### [Problem details]
Set the data down once more, in full and exactly.

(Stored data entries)
- - - - - - -
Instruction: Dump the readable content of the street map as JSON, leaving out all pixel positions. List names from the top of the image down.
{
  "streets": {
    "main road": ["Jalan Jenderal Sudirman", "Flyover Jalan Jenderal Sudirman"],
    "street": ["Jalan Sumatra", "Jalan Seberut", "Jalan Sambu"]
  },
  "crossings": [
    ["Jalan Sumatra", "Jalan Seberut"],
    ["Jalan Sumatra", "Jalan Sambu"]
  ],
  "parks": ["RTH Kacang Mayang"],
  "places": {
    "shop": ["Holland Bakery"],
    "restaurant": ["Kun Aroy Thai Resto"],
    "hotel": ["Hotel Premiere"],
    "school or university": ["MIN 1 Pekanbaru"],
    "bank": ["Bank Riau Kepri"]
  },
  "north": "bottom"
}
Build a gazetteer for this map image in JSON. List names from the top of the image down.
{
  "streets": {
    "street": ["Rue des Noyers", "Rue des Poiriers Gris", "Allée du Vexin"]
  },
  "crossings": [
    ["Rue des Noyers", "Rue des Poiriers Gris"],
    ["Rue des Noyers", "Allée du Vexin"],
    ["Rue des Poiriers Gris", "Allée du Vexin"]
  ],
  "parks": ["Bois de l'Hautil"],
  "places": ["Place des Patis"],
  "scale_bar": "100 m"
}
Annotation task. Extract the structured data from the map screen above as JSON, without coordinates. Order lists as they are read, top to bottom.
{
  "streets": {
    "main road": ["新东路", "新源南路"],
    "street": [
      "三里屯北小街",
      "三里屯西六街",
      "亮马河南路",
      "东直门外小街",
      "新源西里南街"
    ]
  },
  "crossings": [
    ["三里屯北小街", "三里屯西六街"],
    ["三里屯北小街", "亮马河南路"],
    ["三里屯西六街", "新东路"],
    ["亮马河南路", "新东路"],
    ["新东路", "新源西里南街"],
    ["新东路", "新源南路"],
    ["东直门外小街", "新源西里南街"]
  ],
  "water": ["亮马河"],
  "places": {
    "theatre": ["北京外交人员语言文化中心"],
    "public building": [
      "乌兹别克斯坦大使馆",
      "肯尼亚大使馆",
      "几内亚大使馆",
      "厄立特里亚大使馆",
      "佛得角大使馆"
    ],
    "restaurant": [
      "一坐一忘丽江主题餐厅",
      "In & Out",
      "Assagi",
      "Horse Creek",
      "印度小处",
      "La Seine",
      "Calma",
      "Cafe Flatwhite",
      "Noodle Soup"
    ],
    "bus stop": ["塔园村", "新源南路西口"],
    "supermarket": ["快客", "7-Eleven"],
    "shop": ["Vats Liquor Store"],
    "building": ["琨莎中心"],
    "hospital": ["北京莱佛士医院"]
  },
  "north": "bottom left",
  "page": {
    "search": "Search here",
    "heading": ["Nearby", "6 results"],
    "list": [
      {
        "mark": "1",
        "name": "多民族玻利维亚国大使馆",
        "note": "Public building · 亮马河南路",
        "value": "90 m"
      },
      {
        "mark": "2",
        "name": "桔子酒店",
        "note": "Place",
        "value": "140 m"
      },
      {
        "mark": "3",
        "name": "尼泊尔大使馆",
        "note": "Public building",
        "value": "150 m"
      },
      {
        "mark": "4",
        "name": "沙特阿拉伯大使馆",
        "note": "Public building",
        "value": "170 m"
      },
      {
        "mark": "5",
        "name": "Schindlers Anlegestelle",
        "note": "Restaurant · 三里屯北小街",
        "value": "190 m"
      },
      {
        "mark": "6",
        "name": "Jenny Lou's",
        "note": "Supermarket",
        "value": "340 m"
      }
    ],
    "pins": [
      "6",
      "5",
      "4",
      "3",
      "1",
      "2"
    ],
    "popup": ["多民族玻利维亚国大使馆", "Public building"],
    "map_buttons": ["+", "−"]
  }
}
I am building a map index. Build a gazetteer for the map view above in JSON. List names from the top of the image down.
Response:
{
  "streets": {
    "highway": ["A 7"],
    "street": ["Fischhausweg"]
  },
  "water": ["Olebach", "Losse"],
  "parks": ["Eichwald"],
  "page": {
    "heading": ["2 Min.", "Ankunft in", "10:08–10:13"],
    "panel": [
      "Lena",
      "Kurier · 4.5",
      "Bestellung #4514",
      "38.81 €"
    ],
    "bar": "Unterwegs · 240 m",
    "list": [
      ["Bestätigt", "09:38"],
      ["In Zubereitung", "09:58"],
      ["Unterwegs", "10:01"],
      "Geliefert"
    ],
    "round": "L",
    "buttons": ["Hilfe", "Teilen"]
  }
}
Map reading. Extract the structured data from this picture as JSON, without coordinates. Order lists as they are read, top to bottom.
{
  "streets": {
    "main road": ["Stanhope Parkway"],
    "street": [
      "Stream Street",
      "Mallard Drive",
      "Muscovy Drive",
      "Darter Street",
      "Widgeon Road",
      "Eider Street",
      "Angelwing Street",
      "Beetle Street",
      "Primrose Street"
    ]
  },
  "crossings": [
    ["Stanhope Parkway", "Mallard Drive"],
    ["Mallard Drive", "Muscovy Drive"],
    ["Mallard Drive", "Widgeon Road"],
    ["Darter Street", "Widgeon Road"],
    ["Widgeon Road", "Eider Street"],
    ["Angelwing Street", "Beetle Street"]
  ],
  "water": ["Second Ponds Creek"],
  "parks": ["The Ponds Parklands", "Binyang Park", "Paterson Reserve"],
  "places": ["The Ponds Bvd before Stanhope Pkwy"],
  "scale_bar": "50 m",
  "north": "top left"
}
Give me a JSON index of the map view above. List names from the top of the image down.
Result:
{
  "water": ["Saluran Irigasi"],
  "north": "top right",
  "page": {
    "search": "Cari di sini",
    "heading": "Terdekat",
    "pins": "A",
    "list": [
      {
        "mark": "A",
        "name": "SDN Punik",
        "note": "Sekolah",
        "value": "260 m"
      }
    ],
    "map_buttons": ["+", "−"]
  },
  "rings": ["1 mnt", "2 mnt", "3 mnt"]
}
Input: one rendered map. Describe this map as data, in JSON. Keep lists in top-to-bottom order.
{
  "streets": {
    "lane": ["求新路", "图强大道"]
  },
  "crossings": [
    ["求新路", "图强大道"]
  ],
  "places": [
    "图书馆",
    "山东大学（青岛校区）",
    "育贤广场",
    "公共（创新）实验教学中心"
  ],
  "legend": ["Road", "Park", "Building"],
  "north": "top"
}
- - - - - - -
### [Response box]
Instruction: Dump the readable content of the street map as JSON, leaving out all pixel positions. List names from the top of the image down.
{
  "streets": {
    "main road": ["Jalan Jenderal Sudirman", "Flyover Jalan Jenderal Sudirman"],
    "street": ["Jalan Sumatra", "Jalan Seberut", "Jalan Sambu"]
  },
  "crossings": [
    ["Jalan Sumatra", "Jalan Seberut"],
    ["Jalan Sumatra", "Jalan Sambu"]
  ],
  "parks": ["RTH Kacang Mayang"],
  "places": {
    "shop": ["Holland Bakery"],
    "restaurant": ["Kun Aroy Thai Resto"],
    "hotel": ["Hotel Premiere"],
    "school or university": ["MIN 1 Pekanbaru"],
    "bank": ["Bank Riau Kepri"]
  },
  "north": "bottom"
}
Build a gazetteer for this map image in JSON. List names from the top of the image down.
{
  "streets": {
    "street": ["Rue des Noyers", "Rue des Poiriers Gris", "Allée du Vexin"]
  },
  "crossings": [
    ["Rue des Noyers", "Rue des Poiriers Gris"],
    ["Rue des Noyers", "Allée du Vexin"],
    ["Rue des Poiriers Gris", "Allée du Vexin"]
  ],
  "parks": ["Bois de l'Hautil"],
  "places": ["Place des Patis"],
  "scale_bar": "100 m"
}
Annotation task. Extract the structured data from the map screen above as JSON, without coordinates. Order lists as they are read, top to bottom.
{
  "streets": {
    "main road": ["新东路", "新源南路"],
    "street": [
      "三里屯北小街",
      "三里屯西六街",
      "亮马河南路",
      "东直门外小街",
      "新源西里南街"
    ]
  },
  "crossings": [
    ["三里屯北小街", "三里屯西六街"],
    ["三里屯北小街", "亮马河南路"],
    ["三里屯西六街", "新东路"],
    ["亮马河南路", "新东路"],
    ["新东路", "新源西里南街"],
    ["新东路", "新源南路"],
    ["东直门外小街", "新源西里南街"]
  ],
  "water": ["亮马河"],
  "places": {
    "theatre": ["北京外交人员语言文化中心"],
    "public building": [
      "乌兹别克斯坦大使馆",
      "肯尼亚大使馆",
      "几内亚大使馆",
      "厄立特里亚大使馆",
      "佛得角大使馆"
    ],
    "restaurant": [
      "一坐一忘丽江主题餐厅",
      "In & Out",
      "Assagi",
      "Horse Creek",
      "印度小处",
      "La Seine",
      "Calma",
      "Cafe Flatwhite",
      "Noodle Soup"
    ],
    "bus stop": ["塔园村", "新源南路西口"],
    "supermarket": ["快客", "7-Eleven"],
    "shop": ["Vats Liquor Store"],
    "building": ["琨莎中心"],
    "hospital": ["北京莱佛士医院"]
  },
  "north": "bottom left",
  "page": {
    "search": "Search here",
    "heading": ["Nearby", "6 results"],
    "list": [
      {
        "mark": "1",
        "name": "多民族玻利维亚国大使馆",
        "note": "Public building · 亮马河南路",
        "value": "90 m"
      },
      {
        "mark": "2",
        "name": "桔子酒店",
        "note": "Place",
        "value": "140 m"
      },
      {
        "mark": "3",
        "name": "尼泊尔大使馆",
        "note": "Public building",
        "value": "150 m"
      },
      {
        "mark": "4",
        "name": "沙特阿拉伯大使馆",
        "note": "Public building",
        "value": "170 m"
      },
      {
        "mark": "5",
        "name": "Schindlers Anlegestelle",
        "note": "Restaurant · 三里屯北小街",
        "value": "190 m"
      },
      {
        "mark": "6",
        "name": "Jenny Lou's",
        "note": "Supermarket",
        "value": "340 m"
      }
    ],
    "pins": [
      "6",
      "5",
      "4",
      "3",
      "1",
      "2"
    ],
    "popup": ["多民族玻利维亚国大使馆", "Public building"],
    "map_buttons": ["+", "−"]
  }
}
I am building a map index. Build a gazetteer for the map view above in JSON. List names from the top of the image down.
Response:
{
  "streets": {
    "highway": ["A 7"],
    "street": ["Fischhausweg"]
  },
  "water": ["Olebach", "Losse"],
  "parks": ["Eichwald"],
  "page": {
    "heading": ["2 Min.", "Ankunft in", "10:08–10:13"],
    "panel": [
      "Lena",
      "Kurier · 4.5",
      "Bestellung #4514",
      "38.81 €"
    ],
    "bar": "Unterwegs · 240 m",
    "list": [
      ["Bestätigt", "09:38"],
      ["In Zubereitung", "09:58"],
      ["Unterwegs", "10:01"],
      "Geliefert"
    ],
    "round": "L",
    "buttons": ["Hilfe", "Teilen"]
  }
}
Map reading. Extract the structured data from this picture as JSON, without coordinates. Order lists as they are read, top to bottom.
{
  "streets": {
    "main road": ["Stanhope Parkway"],
    "street": [
      "Stream Street",
      "Mallard Drive",
      "Muscovy Drive",
      "Darter Street",
      "Widgeon Road",
      "Eider Street",
      "Angelwing Street",
      "Beetle Street",
      "Primrose Street"
    ]
  },
  "crossings": [
    ["Stanhope Parkway", "Mallard Drive"],
    ["Mallard Drive", "Muscovy Drive"],
    ["Mallard Drive", "Widgeon Road"],
    ["Darter Street", "Widgeon Road"],
    ["Widgeon Road", "Eider Street"],
    ["Angelwing Street", "Beetle Street"]
  ],
  "water": ["Second Ponds Creek"],
  "parks": ["The Ponds Parklands", "Binyang Park", "Paterson Reserve"],
  "places": ["The Ponds Bvd before Stanhope Pkwy"],
  "scale_bar": "50 m",
  "north": "top left"
}
Give me a JSON index of the map view above. List names from the top of the image down.
Result:
{
  "water": ["Saluran Irigasi"],
  "north": "top right",
  "page": {
    "search": "Cari di sini",
    "heading": "Terdekat",
    "pins": "A",
    "list": [
      {
        "mark": "A",
        "name": "SDN Punik",
        "note": "Sekolah",
        "value": "260 m"
      }
    ],
    "map_buttons": ["+", "−"]
  },
  "rings": ["1 mnt", "2 mnt", "3 mnt"]
}
Input: one rendered map. Describe this map as data, in JSON. Keep lists in top-to-bottom order.
{
  "streets": {
    "lane": ["求新路", "图强大道"]
  },
  "crossings": [
    ["求新路", "图强大道"]
  ],
  "places": [
    "图书馆",
    "山东大学（青岛校区）",
    "育贤广场",
    "公共（创新）实验教学中心"
  ],
  "legend": ["Road", "Park", "Building"],
  "north": "top"
}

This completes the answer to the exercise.